- Given data:
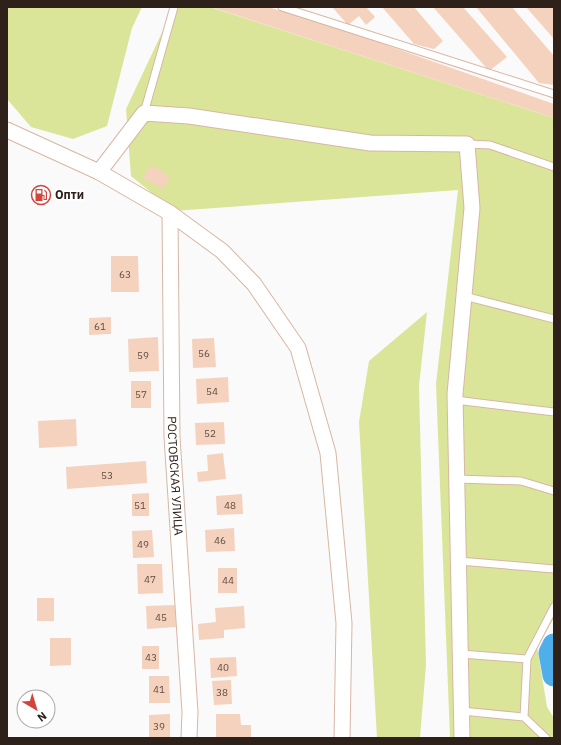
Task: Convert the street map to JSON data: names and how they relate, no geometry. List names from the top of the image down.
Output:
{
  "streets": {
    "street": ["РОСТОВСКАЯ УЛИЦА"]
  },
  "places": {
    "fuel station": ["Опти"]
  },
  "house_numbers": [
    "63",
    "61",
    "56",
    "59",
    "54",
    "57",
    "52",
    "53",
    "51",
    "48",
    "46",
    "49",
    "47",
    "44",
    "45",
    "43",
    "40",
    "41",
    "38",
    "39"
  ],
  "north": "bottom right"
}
---
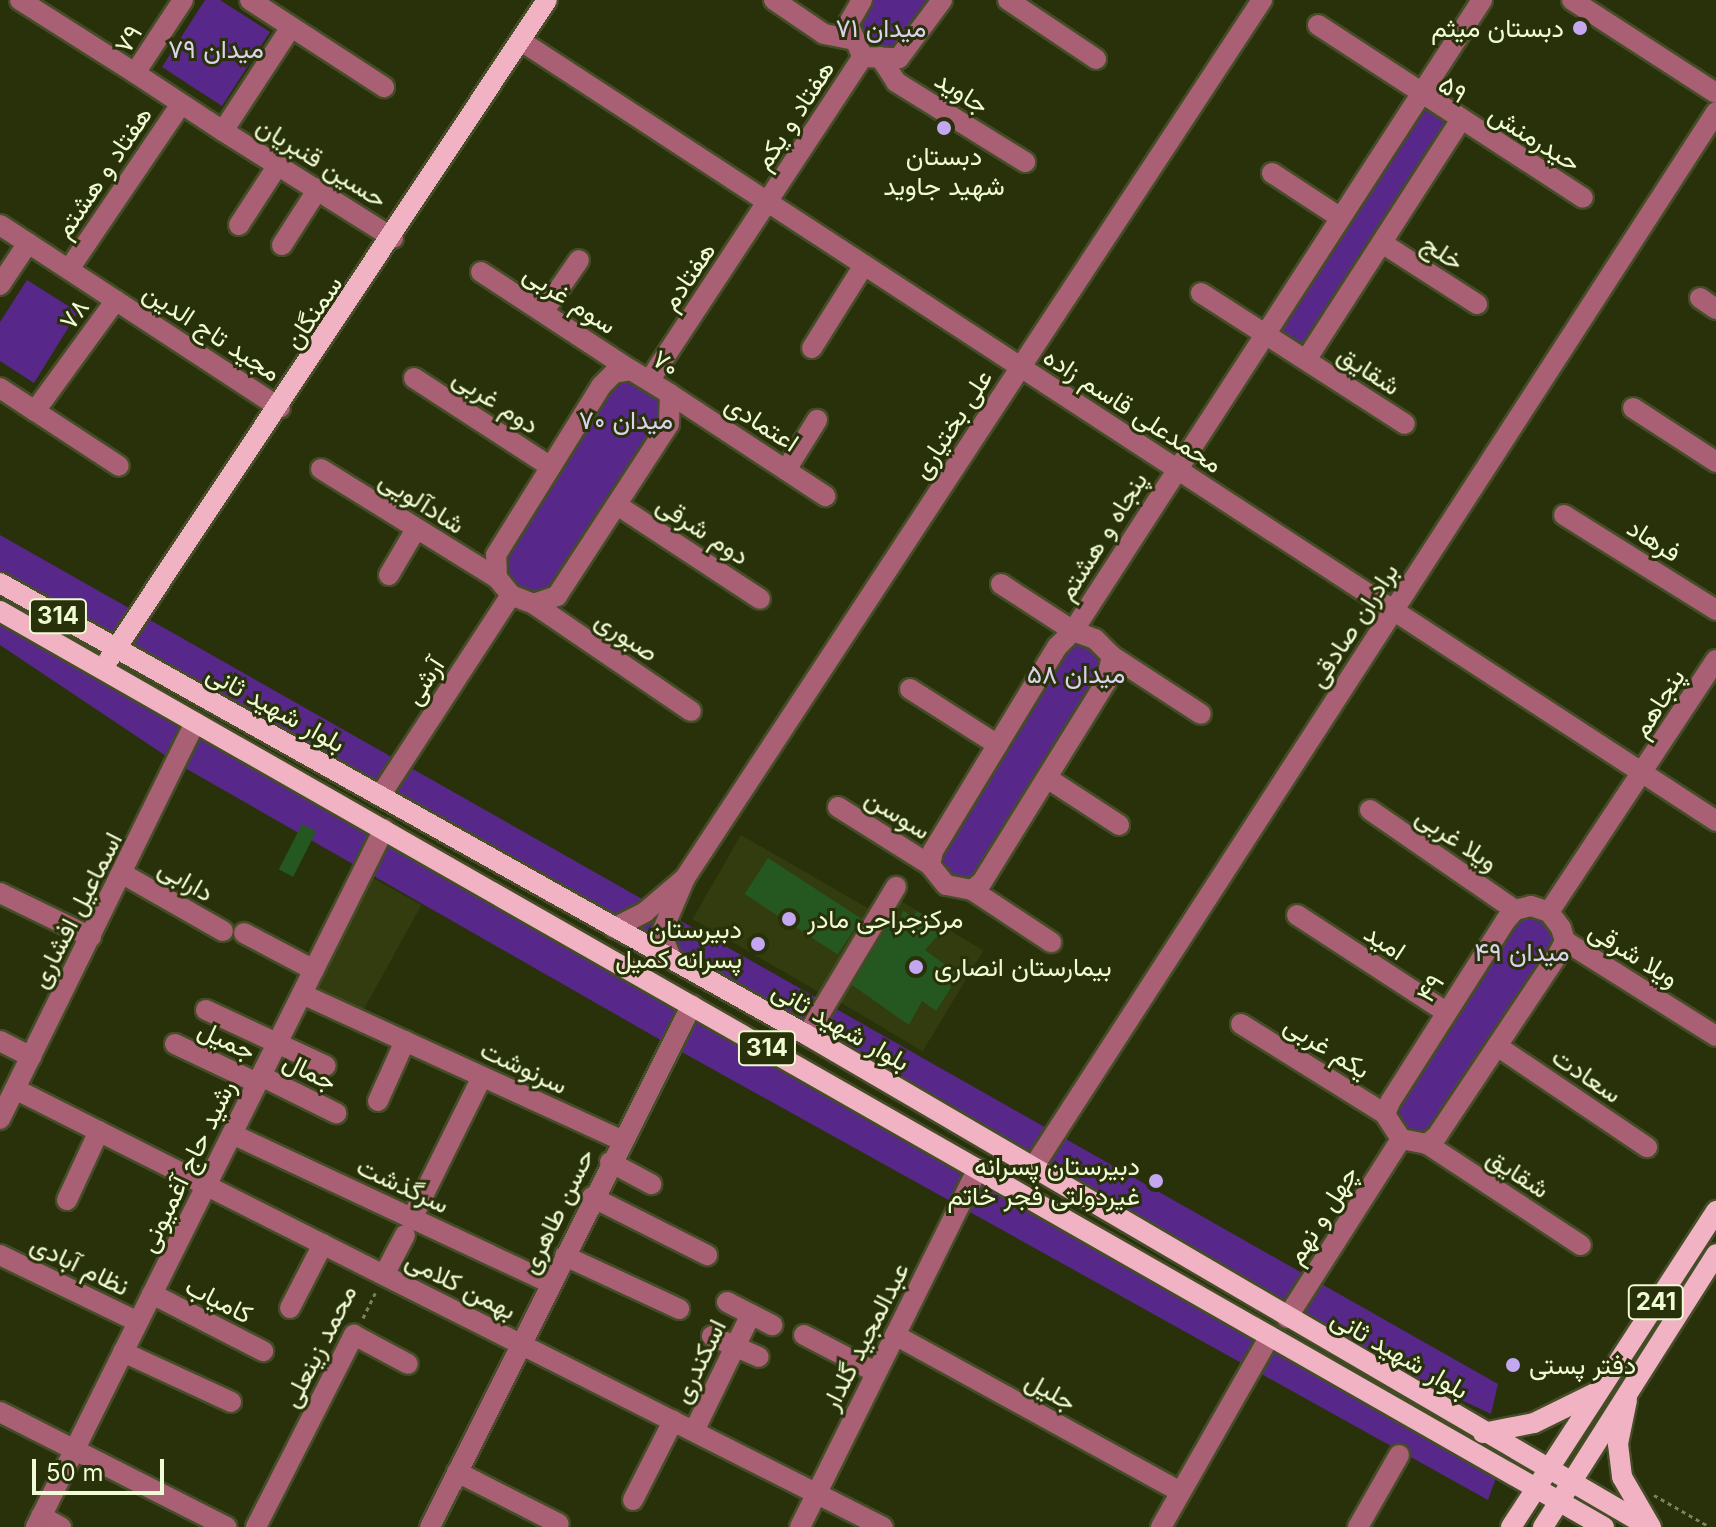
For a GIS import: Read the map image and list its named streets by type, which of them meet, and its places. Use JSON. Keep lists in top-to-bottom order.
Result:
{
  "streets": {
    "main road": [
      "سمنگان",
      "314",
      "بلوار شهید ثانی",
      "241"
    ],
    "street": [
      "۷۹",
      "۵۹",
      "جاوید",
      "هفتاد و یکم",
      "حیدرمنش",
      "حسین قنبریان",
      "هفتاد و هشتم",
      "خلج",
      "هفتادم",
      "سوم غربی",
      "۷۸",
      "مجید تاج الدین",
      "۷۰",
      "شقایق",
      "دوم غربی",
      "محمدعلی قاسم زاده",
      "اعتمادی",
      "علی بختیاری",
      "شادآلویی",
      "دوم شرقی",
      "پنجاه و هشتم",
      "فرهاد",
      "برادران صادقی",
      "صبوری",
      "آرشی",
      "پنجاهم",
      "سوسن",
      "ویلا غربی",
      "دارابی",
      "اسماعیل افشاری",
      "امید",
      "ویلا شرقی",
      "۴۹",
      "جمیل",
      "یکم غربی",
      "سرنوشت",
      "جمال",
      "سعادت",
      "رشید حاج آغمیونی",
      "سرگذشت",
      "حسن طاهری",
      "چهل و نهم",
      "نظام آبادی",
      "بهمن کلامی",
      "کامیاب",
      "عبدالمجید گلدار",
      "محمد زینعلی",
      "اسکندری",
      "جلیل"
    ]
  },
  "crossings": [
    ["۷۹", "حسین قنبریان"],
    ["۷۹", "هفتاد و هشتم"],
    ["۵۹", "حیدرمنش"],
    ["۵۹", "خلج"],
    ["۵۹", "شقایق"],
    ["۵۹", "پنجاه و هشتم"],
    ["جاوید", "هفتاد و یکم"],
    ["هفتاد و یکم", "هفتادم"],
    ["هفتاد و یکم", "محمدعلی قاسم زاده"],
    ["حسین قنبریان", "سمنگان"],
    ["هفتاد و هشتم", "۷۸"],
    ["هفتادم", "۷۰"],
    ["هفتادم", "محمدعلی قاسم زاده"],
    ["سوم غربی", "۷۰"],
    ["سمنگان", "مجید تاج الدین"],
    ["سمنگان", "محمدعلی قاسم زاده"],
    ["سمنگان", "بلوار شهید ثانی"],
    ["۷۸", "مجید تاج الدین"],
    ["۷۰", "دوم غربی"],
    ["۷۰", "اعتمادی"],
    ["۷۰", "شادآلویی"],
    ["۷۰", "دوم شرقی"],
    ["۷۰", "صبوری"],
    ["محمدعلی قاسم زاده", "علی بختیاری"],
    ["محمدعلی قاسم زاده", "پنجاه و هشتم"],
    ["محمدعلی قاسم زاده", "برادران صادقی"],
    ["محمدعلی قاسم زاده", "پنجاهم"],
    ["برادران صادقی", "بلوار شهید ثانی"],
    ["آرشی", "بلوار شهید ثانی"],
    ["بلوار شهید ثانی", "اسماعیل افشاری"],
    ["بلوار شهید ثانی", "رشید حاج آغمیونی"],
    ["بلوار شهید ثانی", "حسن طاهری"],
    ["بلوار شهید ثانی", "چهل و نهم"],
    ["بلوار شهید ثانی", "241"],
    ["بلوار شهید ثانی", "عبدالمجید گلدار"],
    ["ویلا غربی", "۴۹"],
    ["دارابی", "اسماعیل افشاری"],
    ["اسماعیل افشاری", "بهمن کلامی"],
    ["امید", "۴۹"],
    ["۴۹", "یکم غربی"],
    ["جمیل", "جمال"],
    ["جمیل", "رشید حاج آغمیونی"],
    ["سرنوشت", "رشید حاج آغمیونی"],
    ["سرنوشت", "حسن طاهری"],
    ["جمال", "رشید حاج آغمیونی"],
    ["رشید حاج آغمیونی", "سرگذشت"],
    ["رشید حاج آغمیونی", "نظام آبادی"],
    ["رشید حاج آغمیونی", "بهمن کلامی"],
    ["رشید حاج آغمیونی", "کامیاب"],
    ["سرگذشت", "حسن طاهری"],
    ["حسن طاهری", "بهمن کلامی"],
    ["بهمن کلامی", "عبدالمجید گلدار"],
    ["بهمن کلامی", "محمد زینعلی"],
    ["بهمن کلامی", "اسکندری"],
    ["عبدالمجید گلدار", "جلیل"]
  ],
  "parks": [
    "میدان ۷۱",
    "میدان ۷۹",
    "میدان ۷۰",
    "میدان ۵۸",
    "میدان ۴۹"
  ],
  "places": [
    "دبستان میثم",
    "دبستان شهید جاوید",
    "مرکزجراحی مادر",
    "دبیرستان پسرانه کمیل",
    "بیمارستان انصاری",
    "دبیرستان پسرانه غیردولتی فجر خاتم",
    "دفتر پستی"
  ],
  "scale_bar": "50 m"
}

- Problem to work on:
Whenever the string "image" shows up in a line above, copy that line.

- Result of the task:
Task: Convert the street map to JSON data: names and how they relate, no geometry. List names from the top of the image down.
For a GIS import: Read the map image and list its named streets by type, which of them meet, and its places. Use JSON. Keep lists in top-to-bottom order.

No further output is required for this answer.